*Task input*

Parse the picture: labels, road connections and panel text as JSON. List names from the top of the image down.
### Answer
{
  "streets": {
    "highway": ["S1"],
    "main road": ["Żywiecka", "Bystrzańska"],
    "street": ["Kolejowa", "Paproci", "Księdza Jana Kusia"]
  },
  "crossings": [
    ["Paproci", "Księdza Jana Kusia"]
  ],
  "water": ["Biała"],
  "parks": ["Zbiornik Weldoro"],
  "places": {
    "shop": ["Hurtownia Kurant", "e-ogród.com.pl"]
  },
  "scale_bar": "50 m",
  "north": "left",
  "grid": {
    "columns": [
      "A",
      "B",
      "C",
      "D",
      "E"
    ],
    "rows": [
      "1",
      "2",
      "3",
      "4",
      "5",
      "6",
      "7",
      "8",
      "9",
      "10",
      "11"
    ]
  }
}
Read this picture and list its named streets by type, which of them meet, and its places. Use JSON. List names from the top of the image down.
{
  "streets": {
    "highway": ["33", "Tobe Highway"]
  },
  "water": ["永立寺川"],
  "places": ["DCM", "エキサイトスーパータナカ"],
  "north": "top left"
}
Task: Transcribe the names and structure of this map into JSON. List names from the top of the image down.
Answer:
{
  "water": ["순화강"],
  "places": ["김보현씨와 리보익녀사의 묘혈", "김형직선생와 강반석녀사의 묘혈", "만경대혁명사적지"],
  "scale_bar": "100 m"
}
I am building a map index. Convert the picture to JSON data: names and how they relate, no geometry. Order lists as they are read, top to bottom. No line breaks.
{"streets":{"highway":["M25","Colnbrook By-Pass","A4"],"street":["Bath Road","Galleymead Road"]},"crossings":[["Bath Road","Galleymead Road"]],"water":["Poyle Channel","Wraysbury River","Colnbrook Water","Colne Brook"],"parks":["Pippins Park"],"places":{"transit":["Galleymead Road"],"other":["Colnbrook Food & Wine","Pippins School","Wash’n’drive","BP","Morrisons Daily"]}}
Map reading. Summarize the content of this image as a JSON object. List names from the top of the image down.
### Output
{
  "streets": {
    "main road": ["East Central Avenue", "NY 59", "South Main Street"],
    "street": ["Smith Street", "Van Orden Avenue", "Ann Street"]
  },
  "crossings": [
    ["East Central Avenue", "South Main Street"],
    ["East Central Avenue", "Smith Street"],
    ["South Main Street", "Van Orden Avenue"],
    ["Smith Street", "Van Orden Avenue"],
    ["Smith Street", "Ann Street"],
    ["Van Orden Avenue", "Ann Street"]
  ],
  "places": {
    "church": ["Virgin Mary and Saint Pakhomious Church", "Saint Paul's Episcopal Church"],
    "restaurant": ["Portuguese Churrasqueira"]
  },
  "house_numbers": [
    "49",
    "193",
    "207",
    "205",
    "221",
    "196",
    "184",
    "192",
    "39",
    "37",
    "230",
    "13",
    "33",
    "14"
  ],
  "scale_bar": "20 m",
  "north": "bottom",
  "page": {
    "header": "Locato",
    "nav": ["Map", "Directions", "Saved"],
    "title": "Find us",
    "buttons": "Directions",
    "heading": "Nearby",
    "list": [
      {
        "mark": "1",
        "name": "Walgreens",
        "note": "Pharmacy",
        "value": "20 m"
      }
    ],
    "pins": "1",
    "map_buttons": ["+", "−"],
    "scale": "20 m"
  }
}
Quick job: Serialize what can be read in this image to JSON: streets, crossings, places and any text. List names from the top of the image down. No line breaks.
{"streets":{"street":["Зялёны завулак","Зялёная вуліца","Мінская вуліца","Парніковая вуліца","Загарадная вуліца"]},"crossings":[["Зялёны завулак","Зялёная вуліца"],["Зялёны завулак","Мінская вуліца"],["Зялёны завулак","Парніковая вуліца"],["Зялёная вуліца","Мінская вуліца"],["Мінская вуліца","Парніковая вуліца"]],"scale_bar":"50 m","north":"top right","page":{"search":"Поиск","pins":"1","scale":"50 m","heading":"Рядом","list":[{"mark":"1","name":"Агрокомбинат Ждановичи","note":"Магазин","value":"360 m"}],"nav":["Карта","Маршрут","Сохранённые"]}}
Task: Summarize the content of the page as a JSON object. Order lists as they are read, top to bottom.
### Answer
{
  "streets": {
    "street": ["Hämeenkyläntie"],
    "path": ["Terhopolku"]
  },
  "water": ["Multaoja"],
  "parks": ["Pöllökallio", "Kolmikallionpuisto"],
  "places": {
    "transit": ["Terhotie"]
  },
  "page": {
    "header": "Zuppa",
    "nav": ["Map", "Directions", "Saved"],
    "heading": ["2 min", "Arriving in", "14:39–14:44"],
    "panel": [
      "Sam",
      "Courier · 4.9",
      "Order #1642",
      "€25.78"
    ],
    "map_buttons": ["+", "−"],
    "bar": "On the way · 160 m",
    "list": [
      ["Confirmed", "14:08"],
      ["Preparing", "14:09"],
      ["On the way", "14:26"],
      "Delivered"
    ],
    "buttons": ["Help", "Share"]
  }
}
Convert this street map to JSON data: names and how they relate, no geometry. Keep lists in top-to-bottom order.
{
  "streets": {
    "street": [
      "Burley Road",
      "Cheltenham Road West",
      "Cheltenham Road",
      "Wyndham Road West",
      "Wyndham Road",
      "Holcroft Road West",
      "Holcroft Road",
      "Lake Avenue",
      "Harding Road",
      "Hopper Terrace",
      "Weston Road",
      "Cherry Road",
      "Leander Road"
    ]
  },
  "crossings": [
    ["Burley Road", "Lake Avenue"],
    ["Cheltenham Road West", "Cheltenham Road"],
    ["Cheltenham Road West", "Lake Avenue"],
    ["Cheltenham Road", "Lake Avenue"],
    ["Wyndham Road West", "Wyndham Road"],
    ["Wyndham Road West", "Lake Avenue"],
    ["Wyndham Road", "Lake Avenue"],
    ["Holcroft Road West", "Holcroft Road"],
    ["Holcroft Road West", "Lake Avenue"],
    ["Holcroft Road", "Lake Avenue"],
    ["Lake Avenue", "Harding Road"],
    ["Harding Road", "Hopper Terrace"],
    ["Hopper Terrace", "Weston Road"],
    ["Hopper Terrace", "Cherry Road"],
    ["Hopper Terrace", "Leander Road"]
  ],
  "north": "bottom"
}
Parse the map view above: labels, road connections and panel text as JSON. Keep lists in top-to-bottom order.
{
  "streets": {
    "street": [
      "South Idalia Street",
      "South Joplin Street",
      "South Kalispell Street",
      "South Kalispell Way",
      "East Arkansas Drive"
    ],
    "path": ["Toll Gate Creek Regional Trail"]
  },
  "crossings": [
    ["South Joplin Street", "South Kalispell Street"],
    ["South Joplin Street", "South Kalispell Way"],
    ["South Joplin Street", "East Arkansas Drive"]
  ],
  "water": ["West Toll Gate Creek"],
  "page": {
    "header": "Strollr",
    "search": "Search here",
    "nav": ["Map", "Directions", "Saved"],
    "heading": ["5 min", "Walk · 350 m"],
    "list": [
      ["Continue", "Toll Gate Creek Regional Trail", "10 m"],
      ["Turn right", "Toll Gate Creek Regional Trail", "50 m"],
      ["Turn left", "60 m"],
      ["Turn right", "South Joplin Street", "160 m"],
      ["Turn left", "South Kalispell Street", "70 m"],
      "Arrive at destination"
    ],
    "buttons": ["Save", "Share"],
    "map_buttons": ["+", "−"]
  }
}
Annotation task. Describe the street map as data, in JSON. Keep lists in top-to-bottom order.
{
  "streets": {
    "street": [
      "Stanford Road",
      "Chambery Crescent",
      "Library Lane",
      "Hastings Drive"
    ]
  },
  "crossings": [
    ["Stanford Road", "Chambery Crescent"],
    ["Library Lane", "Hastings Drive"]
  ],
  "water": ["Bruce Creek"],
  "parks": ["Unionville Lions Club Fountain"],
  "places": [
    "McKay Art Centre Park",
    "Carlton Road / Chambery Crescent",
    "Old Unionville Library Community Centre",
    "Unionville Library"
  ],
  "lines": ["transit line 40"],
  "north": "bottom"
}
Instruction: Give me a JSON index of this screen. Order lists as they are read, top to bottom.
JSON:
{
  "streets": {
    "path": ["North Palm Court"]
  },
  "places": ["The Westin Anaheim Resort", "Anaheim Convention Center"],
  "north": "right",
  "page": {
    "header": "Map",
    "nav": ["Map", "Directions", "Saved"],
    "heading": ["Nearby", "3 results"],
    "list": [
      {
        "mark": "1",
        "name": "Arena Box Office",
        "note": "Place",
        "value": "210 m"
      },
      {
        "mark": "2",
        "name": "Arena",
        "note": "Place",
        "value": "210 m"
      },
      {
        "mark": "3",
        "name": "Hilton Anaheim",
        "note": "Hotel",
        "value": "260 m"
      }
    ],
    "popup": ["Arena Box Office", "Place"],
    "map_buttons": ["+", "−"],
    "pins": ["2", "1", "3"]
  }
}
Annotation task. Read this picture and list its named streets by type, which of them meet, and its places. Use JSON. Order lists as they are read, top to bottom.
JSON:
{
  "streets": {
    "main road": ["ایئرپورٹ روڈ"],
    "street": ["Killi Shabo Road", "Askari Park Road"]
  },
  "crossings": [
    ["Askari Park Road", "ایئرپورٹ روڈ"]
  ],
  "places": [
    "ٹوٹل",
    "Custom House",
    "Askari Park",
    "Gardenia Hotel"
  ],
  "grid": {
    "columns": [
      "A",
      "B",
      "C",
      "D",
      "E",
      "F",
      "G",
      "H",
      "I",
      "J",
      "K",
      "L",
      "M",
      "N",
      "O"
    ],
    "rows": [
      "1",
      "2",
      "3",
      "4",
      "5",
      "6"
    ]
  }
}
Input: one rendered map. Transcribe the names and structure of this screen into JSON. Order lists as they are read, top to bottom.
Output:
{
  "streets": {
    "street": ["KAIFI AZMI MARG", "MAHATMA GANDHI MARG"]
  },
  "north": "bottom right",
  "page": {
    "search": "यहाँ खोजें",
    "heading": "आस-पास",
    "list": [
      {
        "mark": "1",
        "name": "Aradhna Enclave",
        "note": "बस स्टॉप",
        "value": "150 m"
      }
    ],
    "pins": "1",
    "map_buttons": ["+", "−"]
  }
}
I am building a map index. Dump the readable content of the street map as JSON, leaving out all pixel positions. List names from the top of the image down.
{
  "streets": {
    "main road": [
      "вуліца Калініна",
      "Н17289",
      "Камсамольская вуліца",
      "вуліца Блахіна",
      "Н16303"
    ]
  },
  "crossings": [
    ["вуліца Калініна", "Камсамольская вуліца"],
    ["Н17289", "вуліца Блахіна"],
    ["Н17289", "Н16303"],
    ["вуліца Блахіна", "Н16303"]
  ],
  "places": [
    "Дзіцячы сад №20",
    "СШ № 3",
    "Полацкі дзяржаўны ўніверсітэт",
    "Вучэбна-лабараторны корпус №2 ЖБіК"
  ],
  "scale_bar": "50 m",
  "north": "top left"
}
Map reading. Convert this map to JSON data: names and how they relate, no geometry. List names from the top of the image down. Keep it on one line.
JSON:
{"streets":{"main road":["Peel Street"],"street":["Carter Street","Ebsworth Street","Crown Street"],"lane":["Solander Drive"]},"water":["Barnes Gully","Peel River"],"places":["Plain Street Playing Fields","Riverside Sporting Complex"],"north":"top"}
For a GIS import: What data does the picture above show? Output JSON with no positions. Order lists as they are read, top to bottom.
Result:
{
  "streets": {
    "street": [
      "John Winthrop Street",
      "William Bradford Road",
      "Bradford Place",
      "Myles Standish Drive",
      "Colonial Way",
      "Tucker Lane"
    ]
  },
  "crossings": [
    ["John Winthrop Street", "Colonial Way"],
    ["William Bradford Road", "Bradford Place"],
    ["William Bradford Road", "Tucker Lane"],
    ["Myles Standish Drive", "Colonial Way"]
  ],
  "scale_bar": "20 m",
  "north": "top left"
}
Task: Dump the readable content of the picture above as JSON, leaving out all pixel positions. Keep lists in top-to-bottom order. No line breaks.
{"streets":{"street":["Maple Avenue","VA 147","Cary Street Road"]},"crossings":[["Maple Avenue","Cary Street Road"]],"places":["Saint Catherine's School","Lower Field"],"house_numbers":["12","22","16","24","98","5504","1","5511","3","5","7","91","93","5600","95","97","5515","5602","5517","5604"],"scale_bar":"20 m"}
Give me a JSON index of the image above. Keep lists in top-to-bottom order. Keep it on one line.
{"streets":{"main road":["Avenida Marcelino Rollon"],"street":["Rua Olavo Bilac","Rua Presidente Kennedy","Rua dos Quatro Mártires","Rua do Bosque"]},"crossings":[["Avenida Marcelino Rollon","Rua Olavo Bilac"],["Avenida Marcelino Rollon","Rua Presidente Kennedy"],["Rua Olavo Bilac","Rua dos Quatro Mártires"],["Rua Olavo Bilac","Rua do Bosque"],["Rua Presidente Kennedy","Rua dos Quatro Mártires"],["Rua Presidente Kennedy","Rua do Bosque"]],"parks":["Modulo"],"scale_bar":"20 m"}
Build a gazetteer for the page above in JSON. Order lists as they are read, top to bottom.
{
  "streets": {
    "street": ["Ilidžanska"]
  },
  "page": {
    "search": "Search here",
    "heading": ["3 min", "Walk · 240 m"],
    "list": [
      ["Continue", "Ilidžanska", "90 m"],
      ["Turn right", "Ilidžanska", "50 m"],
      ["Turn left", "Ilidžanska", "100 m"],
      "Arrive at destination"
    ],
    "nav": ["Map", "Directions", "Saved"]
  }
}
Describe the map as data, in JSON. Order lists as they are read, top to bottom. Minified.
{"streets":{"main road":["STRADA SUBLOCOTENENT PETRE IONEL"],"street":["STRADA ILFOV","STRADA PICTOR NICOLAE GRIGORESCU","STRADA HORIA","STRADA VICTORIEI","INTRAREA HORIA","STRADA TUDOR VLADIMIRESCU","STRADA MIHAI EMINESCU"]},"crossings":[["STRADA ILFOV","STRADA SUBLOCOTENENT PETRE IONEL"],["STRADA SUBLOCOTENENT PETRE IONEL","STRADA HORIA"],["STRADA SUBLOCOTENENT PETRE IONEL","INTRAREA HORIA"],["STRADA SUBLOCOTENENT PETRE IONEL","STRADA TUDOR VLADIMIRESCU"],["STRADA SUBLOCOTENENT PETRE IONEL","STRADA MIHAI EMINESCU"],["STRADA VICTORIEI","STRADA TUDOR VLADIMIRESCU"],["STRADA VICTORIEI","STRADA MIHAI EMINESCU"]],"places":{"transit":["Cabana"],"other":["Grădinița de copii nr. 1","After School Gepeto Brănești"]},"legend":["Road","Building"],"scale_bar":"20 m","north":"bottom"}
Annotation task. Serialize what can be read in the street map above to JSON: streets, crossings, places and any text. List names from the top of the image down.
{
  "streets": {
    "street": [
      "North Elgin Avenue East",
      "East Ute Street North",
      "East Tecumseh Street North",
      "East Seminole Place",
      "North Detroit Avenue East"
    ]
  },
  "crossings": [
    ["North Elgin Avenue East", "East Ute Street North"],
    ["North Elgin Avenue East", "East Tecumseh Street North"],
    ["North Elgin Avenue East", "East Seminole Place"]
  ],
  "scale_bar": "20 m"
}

*Work to be completed*
The expected output is exactly the lines of the listing above between the line holding "Input: one rendered" and the line holding "Map reading. Convert", inclusive.

*Result for this exercise*
Input: one rendered map. Transcribe the names and structure of this screen into JSON. Order lists as they are read, top to bottom.
Output:
{
  "streets": {
    "street": ["KAIFI AZMI MARG", "MAHATMA GANDHI MARG"]
  },
  "north": "bottom right",
  "page": {
    "search": "यहाँ खोजें",
    "heading": "आस-पास",
    "list": [
      {
        "mark": "1",
        "name": "Aradhna Enclave",
        "note": "बस स्टॉप",
        "value": "150 m"
      }
    ],
    "pins": "1",
    "map_buttons": ["+", "−"]
  }
}
I am building a map index. Dump the readable content of the street map as JSON, leaving out all pixel positions. List names from the top of the image down.
{
  "streets": {
    "main road": [
      "вуліца Калініна",
      "Н17289",
      "Камсамольская вуліца",
      "вуліца Блахіна",
      "Н16303"
    ]
  },
  "crossings": [
    ["вуліца Калініна", "Камсамольская вуліца"],
    ["Н17289", "вуліца Блахіна"],
    ["Н17289", "Н16303"],
    ["вуліца Блахіна", "Н16303"]
  ],
  "places": [
    "Дзіцячы сад №20",
    "СШ № 3",
    "Полацкі дзяржаўны ўніверсітэт",
    "Вучэбна-лабараторны корпус №2 ЖБіК"
  ],
  "scale_bar": "50 m",
  "north": "top left"
}
Map reading. Convert this map to JSON data: names and how they relate, no geometry. List names from the top of the image down. Keep it on one line.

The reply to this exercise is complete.